RUNX1::RUNX1T1 Impairs the Differentiation Potential of Primary AML Cells

Acute myeloid leukemias (AMLs) are often driven by genomic translocations, of which t(8;21) is the most frequent. The resulting gene fusion RUNX1::RUNX1T has been shown in cell line and transgenic expression models to impede cell differentiation and promote leukemic self-renewal. However, it has remained unclear if and how RUNX1::RUNX1T1 influences leukemic propagation in patient-derived AML cells.

To address the role of RUNX1::RUNX1T1 in the differentiation status and heterogeneity of patient-derived leukemic blasts, we developed an siRNA lipid nanoparticle (LNP) delivery system for the fusion transcript knockdown (Issa et al, Leukemia 2023). For efficient delivery to primary cells, the LNPs were functionalized with a Leu-Asp-Val (LDV) tripeptide binding the Very Late antigen-4 receptor on leukocytes. Primary AML cells were cultured and expanded for several weeks using a serum-free co-culture system with human bone marrow-derived mesenchymal stromal cells (MSCs) (Swart et al, Pharmaceutics 2023). Treatment of t(8;21) patient-derived xenograft (PDX) and primary bone marrow aspirates depleted RUNX1::RUNX1T1 transcript and protein, as determined by RT-qPCR and western blotting.

We unraveled the transcriptional repercussions of RUNX1::RUNX1T1 knockdown using bulk RNAseq and ATACseq in a PDX and identified 1068 up- and 1521 downregulated genes upon RUNX1::RUNX1T1 knockdown, as compared to mismatched siRNA-treated cells (padj < 0.001, log2FC > 2). Gene set enrichment analysis revealed loss of self-renewal potential and enhanced myeloid differentiation. Similarly, ATACseq revealed an increased GMP/monocyte-like chromatin accessibility and a decreased HCS/MPP-like one upon RUNX1::RUNX1T1 knockdown (Figure 1). Surprisingly and in contrast to previous cell line results, RUNX1::RUNX1T1 depletion correlated with increased cell cycle and DNA repair signatures. These combined data demonstrate that RUNX1::RUNX1T1 perturbance promotes differentiation of leukemic stem cells towards granulocytic and monocytic lineages. Furthermore, they suggest that the initial stages of differentiation are linked to increased proliferation in line with the increased proliferation capacity of GMPs compared to more immature progenitor states.
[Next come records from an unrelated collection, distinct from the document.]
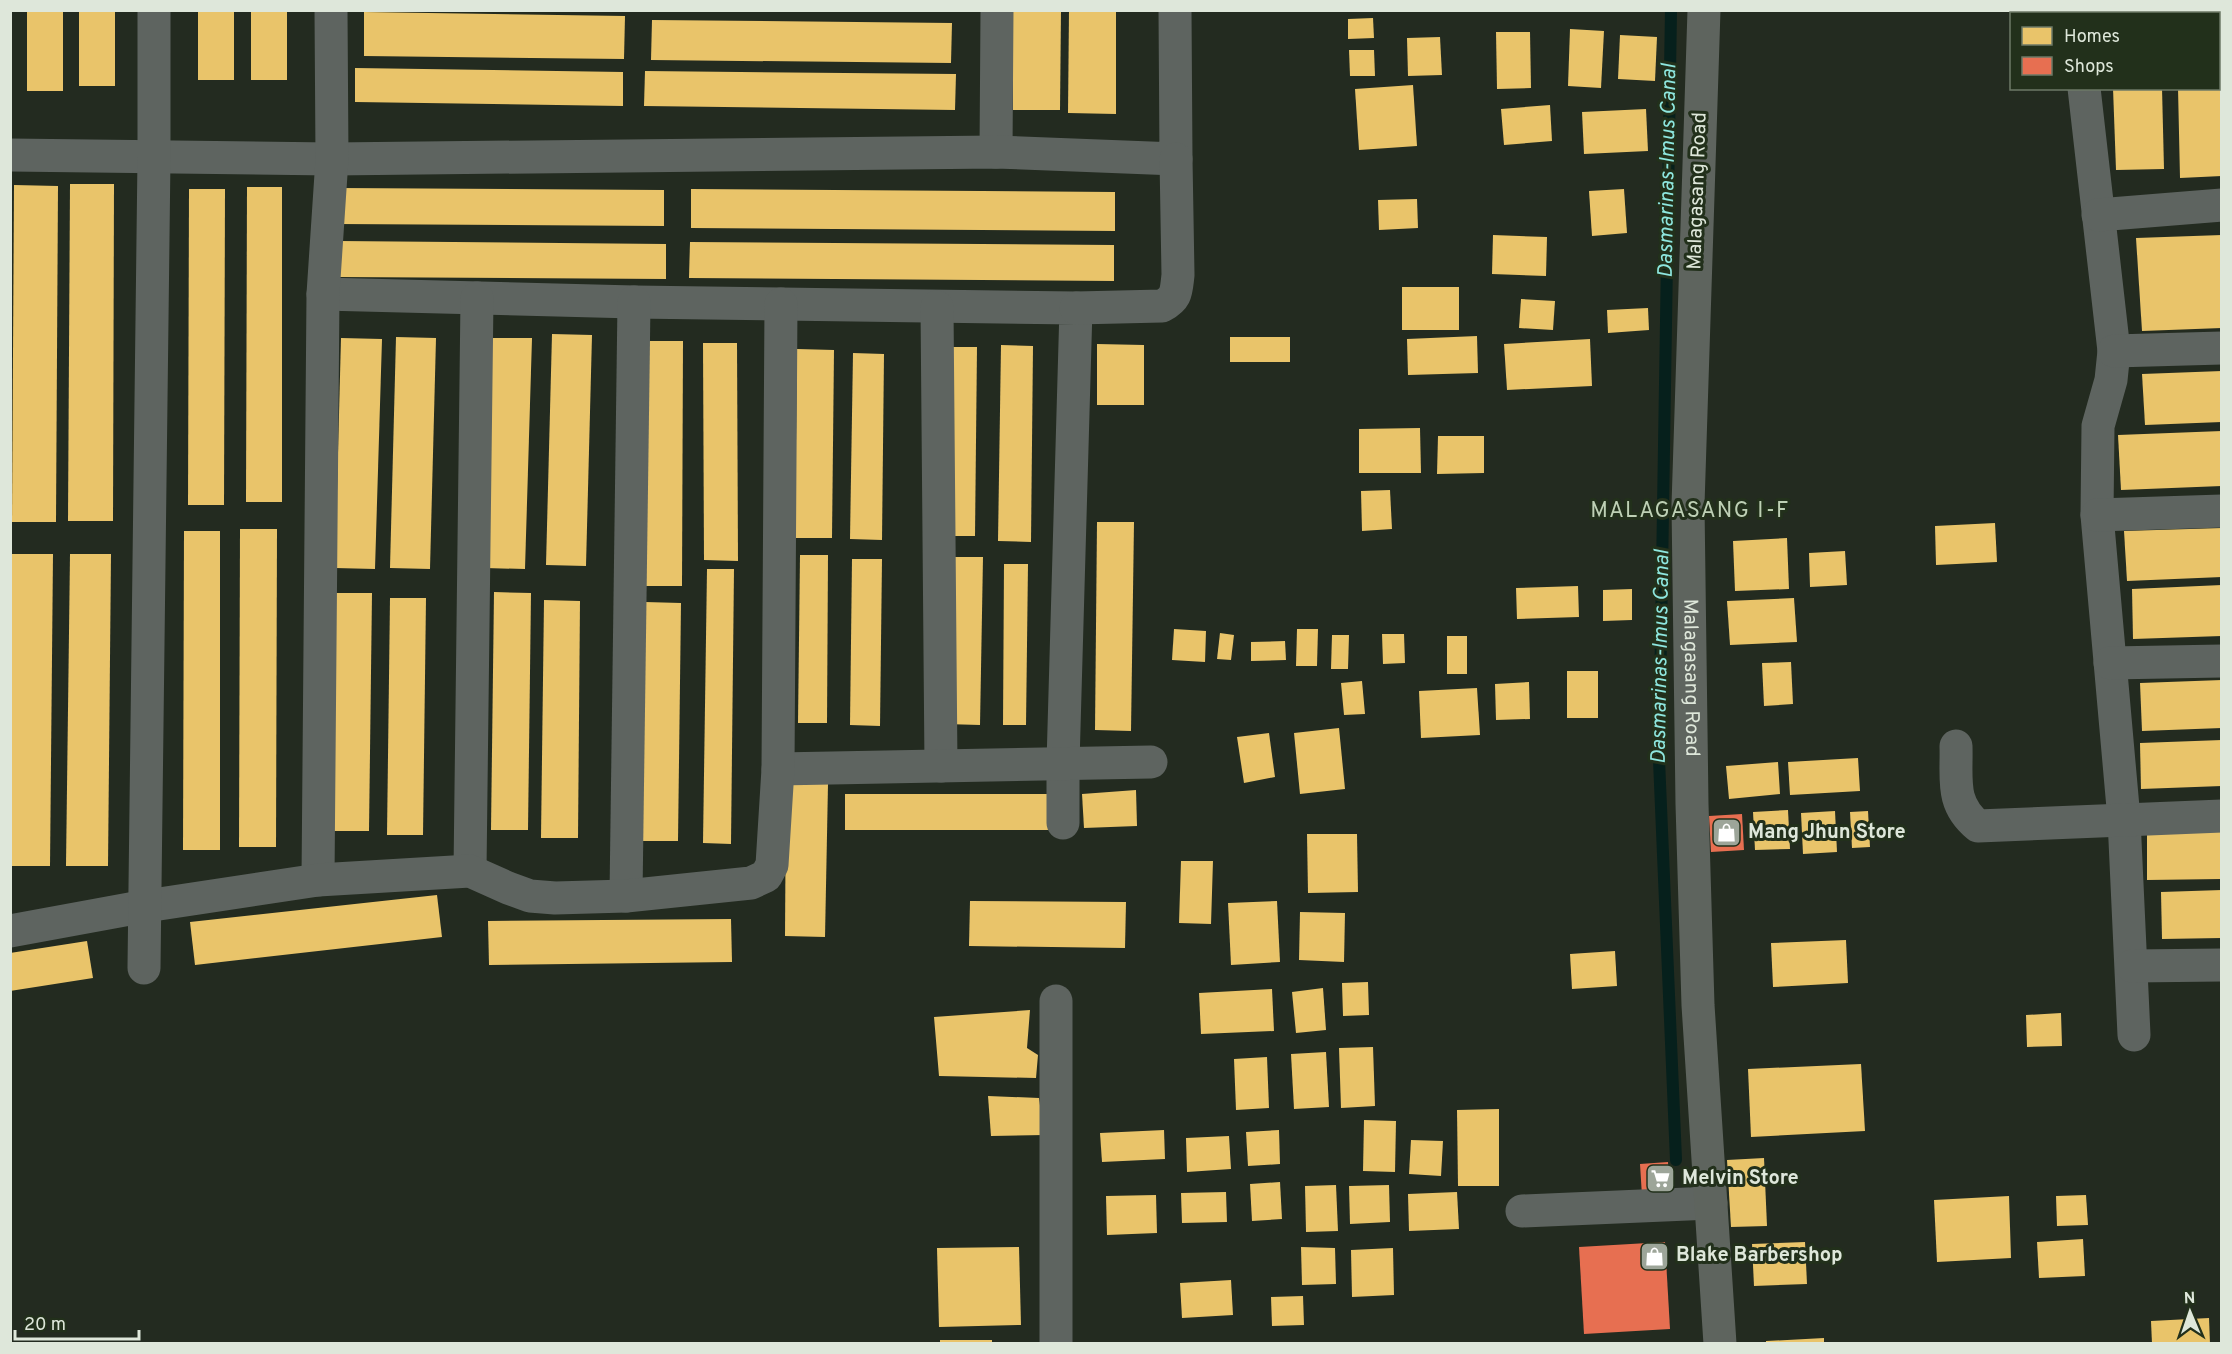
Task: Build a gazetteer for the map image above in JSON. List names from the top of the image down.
{
  "streets": {
    "main road": ["Malagasang Road"]
  },
  "districts": ["MALAGASANG I-F"],
  "water": ["Dasmarinas-Imus Canal"],
  "places": {
    "shop": ["Mang Jhun Store", "Blake Barbershop"],
    "supermarket": ["Melvin Store"]
  },
  "legend": ["Homes", "Shops"],
  "scale_bar": "20 m",
  "north": "top"
}
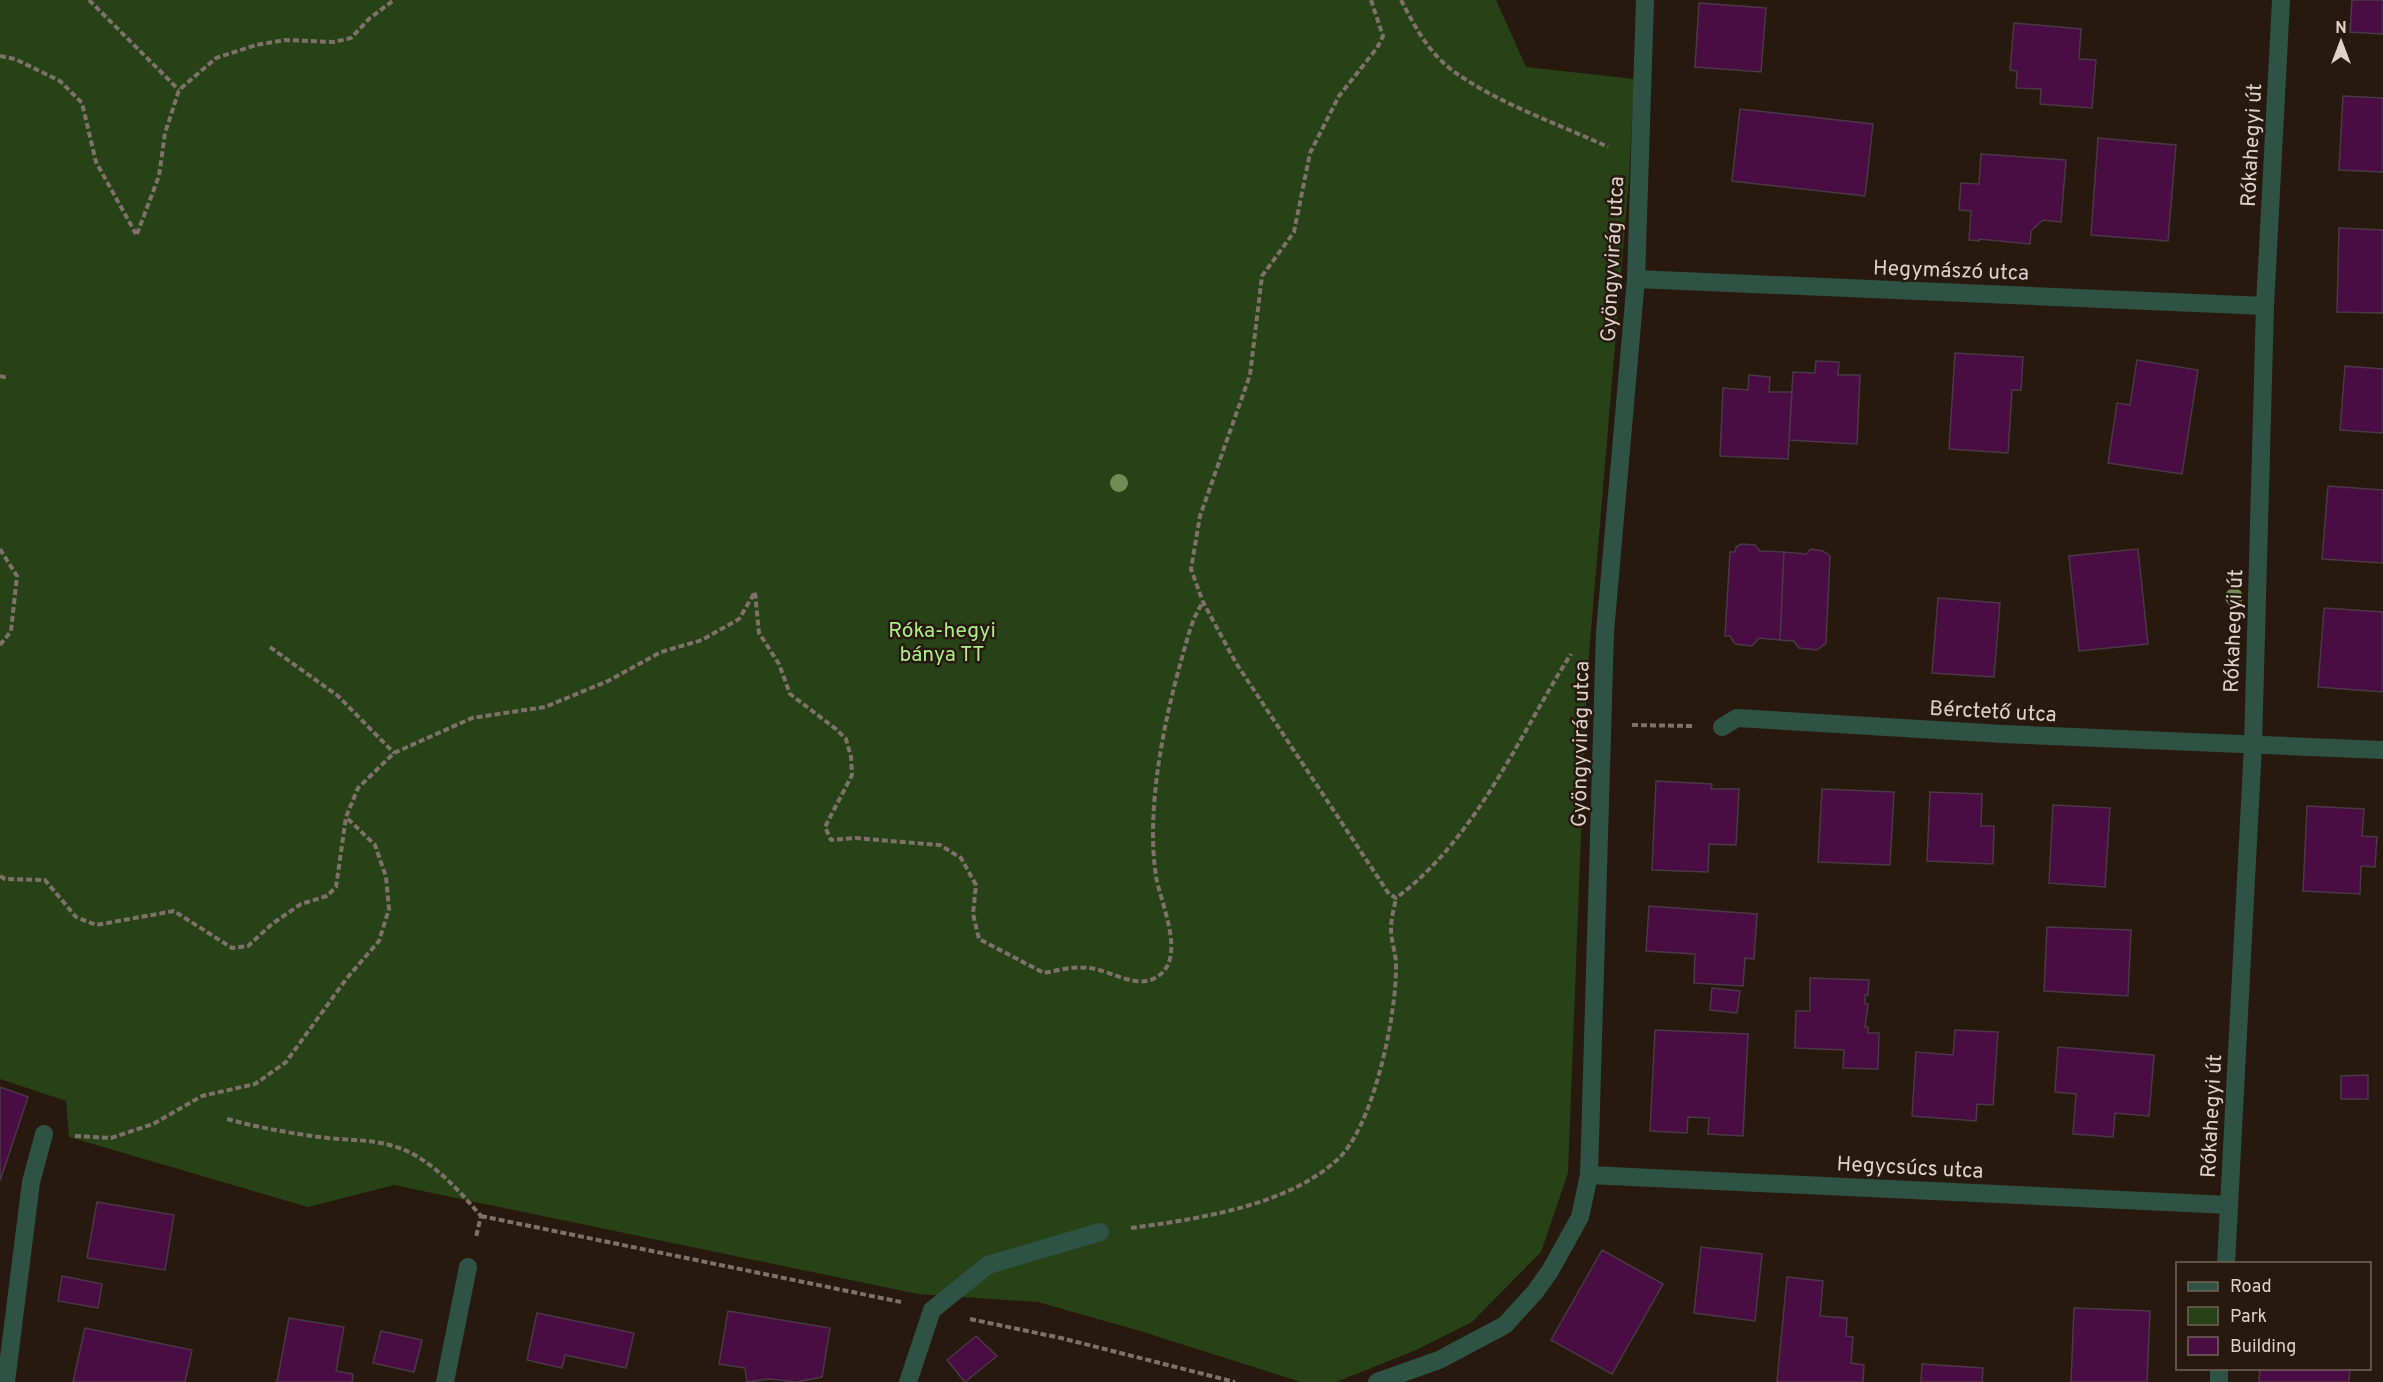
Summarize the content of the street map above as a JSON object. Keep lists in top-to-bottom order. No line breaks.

To investigate the impact of RUNX1::RUNX1T1 on leukemic blast populations at greater granularity, we knocked RUNX1::RUNX1T1 down in 2 primary bone marrow aspirates and 1 PDX and performed single-cell (sc) RNAseq. Notably, principal component analysis revealed that loss of RUNX1::RUNX1T1 shifted all leukemic populations, while hardly affecting normal hematopoietic cells or MSCs (Figure 2). In all samples, pseudotime analysis showed a more differentiated state of cells upon RUNX1::RUNX1T1 depletion. For cell type annotation, we projected our datasets onto a reference normal bone marrow dataset (van Galen et al, Cell 2019). This projection confirmed differentiation toward granulocyte-monocyte progenitors (GMPs), granulocytes and monocytes. Strikingly, the confidence of cell type prediction according to the reference normal bone marrow was significantly and substantially higher upon RUNX1::RUNX1T1 depletion than in cells with unimpaired fusion transcript level, suggesting restoration of normal myeloid differentiation.

In addition to that, primary RUNX1::RUNX1T1 AML samples also contained a new, distinct cell subpopulation that emerged upon RUNX1::RUNX1T1 depletion. That subpopulation could not be annotated as resembling any normal bone marrow cell type. However, it expressed eosinophil marker genes such as RNASE3 and EPX. We, therefore, labeled this cell subpopulation as aberrant eosinophilic. This reveals RUNX1::RUNX1T1's role in disrupting differentiation towards multiple lineages.

Our work illustrates a strong dependency of the differentiation potential of t(8;21) AML cells on their driver gene RUNX1::RUNX1T1 in an ex vivo setting with PDX or primary cells. We demonstrate that RUNX1::RUNX1T1 hijacks more than one differentiation trajectory of the AML blasts. Our findings also highlight siRNA-loaded LNPs as an innovative therapeutic approach for fusion gene-driven AML by directly targeting the fusion gene as the leukemic driver.